[Supplied material Boundary: Start]
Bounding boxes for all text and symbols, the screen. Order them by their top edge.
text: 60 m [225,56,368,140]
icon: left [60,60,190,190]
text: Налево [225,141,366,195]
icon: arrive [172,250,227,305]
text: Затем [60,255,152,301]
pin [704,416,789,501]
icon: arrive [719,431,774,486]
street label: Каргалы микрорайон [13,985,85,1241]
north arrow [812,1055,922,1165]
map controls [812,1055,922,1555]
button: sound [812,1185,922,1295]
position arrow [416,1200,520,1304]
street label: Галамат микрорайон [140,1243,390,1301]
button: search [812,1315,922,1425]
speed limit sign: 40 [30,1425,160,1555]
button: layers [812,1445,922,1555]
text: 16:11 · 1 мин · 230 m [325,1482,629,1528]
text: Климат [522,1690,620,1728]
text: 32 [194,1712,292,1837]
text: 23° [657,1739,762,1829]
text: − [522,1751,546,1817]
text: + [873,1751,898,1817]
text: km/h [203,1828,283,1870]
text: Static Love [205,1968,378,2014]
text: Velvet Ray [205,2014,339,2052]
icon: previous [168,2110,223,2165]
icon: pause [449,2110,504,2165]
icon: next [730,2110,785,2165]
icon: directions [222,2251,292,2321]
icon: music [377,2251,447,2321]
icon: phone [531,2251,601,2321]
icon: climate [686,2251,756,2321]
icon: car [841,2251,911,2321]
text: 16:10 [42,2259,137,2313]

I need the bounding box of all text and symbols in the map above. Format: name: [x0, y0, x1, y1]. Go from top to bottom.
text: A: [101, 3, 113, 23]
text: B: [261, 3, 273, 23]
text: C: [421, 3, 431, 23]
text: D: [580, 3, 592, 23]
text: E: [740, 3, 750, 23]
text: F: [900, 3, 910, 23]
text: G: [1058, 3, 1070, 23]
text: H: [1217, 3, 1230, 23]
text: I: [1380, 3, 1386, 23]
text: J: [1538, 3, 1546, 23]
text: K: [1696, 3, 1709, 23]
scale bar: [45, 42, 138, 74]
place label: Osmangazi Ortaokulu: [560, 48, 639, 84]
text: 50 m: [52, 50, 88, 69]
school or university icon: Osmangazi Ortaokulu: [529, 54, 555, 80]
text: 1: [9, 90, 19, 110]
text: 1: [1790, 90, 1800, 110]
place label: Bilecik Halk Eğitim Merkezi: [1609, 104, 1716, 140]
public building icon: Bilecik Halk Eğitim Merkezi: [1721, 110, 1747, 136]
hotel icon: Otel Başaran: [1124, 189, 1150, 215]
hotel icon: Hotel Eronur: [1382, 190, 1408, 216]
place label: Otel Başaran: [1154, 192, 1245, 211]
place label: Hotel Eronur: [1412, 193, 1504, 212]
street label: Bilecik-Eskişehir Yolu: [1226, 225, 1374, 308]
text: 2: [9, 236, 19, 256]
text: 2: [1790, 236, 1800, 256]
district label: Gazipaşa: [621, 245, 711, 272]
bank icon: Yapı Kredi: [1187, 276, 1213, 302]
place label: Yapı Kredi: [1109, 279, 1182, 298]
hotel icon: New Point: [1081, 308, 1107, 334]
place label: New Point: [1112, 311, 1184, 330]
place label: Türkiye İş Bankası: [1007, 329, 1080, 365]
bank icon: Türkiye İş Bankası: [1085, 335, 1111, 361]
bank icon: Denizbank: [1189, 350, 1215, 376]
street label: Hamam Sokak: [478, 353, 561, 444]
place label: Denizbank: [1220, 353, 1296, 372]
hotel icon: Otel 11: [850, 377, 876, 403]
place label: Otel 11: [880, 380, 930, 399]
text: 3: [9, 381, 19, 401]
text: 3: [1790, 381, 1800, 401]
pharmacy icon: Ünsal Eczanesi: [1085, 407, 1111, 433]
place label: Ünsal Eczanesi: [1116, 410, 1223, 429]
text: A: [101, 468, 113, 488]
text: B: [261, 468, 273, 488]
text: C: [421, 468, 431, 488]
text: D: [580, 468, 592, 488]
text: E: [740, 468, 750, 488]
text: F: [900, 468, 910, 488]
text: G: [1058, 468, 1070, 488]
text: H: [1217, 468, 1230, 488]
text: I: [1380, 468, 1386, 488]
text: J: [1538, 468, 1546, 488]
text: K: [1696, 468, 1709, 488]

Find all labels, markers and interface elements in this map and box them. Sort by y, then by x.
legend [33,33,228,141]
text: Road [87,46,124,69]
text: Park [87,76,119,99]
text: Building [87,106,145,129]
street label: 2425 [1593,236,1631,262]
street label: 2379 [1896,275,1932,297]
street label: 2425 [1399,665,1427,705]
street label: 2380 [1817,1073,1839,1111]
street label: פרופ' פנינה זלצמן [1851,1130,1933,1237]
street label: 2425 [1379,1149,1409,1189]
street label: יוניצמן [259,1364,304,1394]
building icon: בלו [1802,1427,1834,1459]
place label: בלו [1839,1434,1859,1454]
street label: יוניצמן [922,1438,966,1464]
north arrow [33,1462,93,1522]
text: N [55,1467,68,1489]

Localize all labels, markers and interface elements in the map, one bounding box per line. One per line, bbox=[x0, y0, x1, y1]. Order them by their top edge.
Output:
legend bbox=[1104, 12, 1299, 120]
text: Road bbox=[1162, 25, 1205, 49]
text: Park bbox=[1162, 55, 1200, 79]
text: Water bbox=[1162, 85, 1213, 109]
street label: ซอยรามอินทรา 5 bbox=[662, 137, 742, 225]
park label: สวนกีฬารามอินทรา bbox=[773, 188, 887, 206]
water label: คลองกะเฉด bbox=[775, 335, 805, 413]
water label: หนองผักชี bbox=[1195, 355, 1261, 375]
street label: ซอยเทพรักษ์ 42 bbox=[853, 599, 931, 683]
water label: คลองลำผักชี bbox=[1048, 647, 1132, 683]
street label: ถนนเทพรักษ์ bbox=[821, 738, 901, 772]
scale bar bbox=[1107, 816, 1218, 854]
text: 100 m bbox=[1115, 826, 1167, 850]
[Supplied material Boundary: End]
**What you are asked to do:** Restate the records above word for word.

**Solution to this problem:**
Bounding boxes for all text and symbols, the screen. Order them by their top edge.
text: 60 m [225,56,368,140]
icon: left [60,60,190,190]
text: Налево [225,141,366,195]
icon: arrive [172,250,227,305]
text: Затем [60,255,152,301]
pin [704,416,789,501]
icon: arrive [719,431,774,486]
street label: Каргалы микрорайон [13,985,85,1241]
north arrow [812,1055,922,1165]
map controls [812,1055,922,1555]
button: sound [812,1185,922,1295]
position arrow [416,1200,520,1304]
street label: Галамат микрорайон [140,1243,390,1301]
button: search [812,1315,922,1425]
speed limit sign: 40 [30,1425,160,1555]
button: layers [812,1445,922,1555]
text: 16:11 · 1 мин · 230 m [325,1482,629,1528]
text: Климат [522,1690,620,1728]
text: 32 [194,1712,292,1837]
text: 23° [657,1739,762,1829]
text: − [522,1751,546,1817]
text: + [873,1751,898,1817]
text: km/h [203,1828,283,1870]
text: Static Love [205,1968,378,2014]
text: Velvet Ray [205,2014,339,2052]
icon: previous [168,2110,223,2165]
icon: pause [449,2110,504,2165]
icon: next [730,2110,785,2165]
icon: directions [222,2251,292,2321]
icon: music [377,2251,447,2321]
icon: phone [531,2251,601,2321]
icon: climate [686,2251,756,2321]
icon: car [841,2251,911,2321]
text: 16:10 [42,2259,137,2313]

I need the bounding box of all text and symbols in the map above. Format: name: [x0, y0, x1, y1]. Go from top to bottom.
text: A: [101, 3, 113, 23]
text: B: [261, 3, 273, 23]
text: C: [421, 3, 431, 23]
text: D: [580, 3, 592, 23]
text: E: [740, 3, 750, 23]
text: F: [900, 3, 910, 23]
text: G: [1058, 3, 1070, 23]
text: H: [1217, 3, 1230, 23]
text: I: [1380, 3, 1386, 23]
text: J: [1538, 3, 1546, 23]
text: K: [1696, 3, 1709, 23]
scale bar: [45, 42, 138, 74]
place label: Osmangazi Ortaokulu: [560, 48, 639, 84]
text: 50 m: [52, 50, 88, 69]
school or university icon: Osmangazi Ortaokulu: [529, 54, 555, 80]
text: 1: [9, 90, 19, 110]
text: 1: [1790, 90, 1800, 110]
place label: Bilecik Halk Eğitim Merkezi: [1609, 104, 1716, 140]
public building icon: Bilecik Halk Eğitim Merkezi: [1721, 110, 1747, 136]
hotel icon: Otel Başaran: [1124, 189, 1150, 215]
hotel icon: Hotel Eronur: [1382, 190, 1408, 216]
place label: Otel Başaran: [1154, 192, 1245, 211]
place label: Hotel Eronur: [1412, 193, 1504, 212]
street label: Bilecik-Eskişehir Yolu: [1226, 225, 1374, 308]
text: 2: [9, 236, 19, 256]
text: 2: [1790, 236, 1800, 256]
district label: Gazipaşa: [621, 245, 711, 272]
bank icon: Yapı Kredi: [1187, 276, 1213, 302]
place label: Yapı Kredi: [1109, 279, 1182, 298]
hotel icon: New Point: [1081, 308, 1107, 334]
place label: New Point: [1112, 311, 1184, 330]
place label: Türkiye İş Bankası: [1007, 329, 1080, 365]
bank icon: Türkiye İş Bankası: [1085, 335, 1111, 361]
bank icon: Denizbank: [1189, 350, 1215, 376]
street label: Hamam Sokak: [478, 353, 561, 444]
place label: Denizbank: [1220, 353, 1296, 372]
hotel icon: Otel 11: [850, 377, 876, 403]
place label: Otel 11: [880, 380, 930, 399]
text: 3: [9, 381, 19, 401]
text: 3: [1790, 381, 1800, 401]
pharmacy icon: Ünsal Eczanesi: [1085, 407, 1111, 433]
place label: Ünsal Eczanesi: [1116, 410, 1223, 429]
text: A: [101, 468, 113, 488]
text: B: [261, 468, 273, 488]
text: C: [421, 468, 431, 488]
text: D: [580, 468, 592, 488]
text: E: [740, 468, 750, 488]
text: F: [900, 468, 910, 488]
text: G: [1058, 468, 1070, 488]
text: H: [1217, 468, 1230, 488]
text: I: [1380, 468, 1386, 488]
text: J: [1538, 468, 1546, 488]
text: K: [1696, 468, 1709, 488]

Find all labels, markers and interface elements in this map and box them. Sort by y, then by x.
legend [33,33,228,141]
text: Road [87,46,124,69]
text: Park [87,76,119,99]
text: Building [87,106,145,129]
street label: 2425 [1593,236,1631,262]
street label: 2379 [1896,275,1932,297]
street label: 2425 [1399,665,1427,705]
street label: 2380 [1817,1073,1839,1111]
street label: פרופ' פנינה זלצמן [1851,1130,1933,1237]
street label: 2425 [1379,1149,1409,1189]
street label: יוניצמן [259,1364,304,1394]
building icon: בלו [1802,1427,1834,1459]
place label: בלו [1839,1434,1859,1454]
street label: יוניצמן [922,1438,966,1464]
north arrow [33,1462,93,1522]
text: N [55,1467,68,1489]

Localize all labels, markers and interface elements in the map, one bounding box per line. One per line, bbox=[x0, y0, x1, y1]. Order them by their top edge.
Output:
legend bbox=[1104, 12, 1299, 120]
text: Road bbox=[1162, 25, 1205, 49]
text: Park bbox=[1162, 55, 1200, 79]
text: Water bbox=[1162, 85, 1213, 109]
street label: ซอยรามอินทรา 5 bbox=[662, 137, 742, 225]
park label: สวนกีฬารามอินทรา bbox=[773, 188, 887, 206]
water label: คลองกะเฉด bbox=[775, 335, 805, 413]
water label: หนองผักชี bbox=[1195, 355, 1261, 375]
street label: ซอยเทพรักษ์ 42 bbox=[853, 599, 931, 683]
water label: คลองลำผักชี bbox=[1048, 647, 1132, 683]
street label: ถนนเทพรักษ์ bbox=[821, 738, 901, 772]
scale bar bbox=[1107, 816, 1218, 854]
text: 100 m bbox=[1115, 826, 1167, 850]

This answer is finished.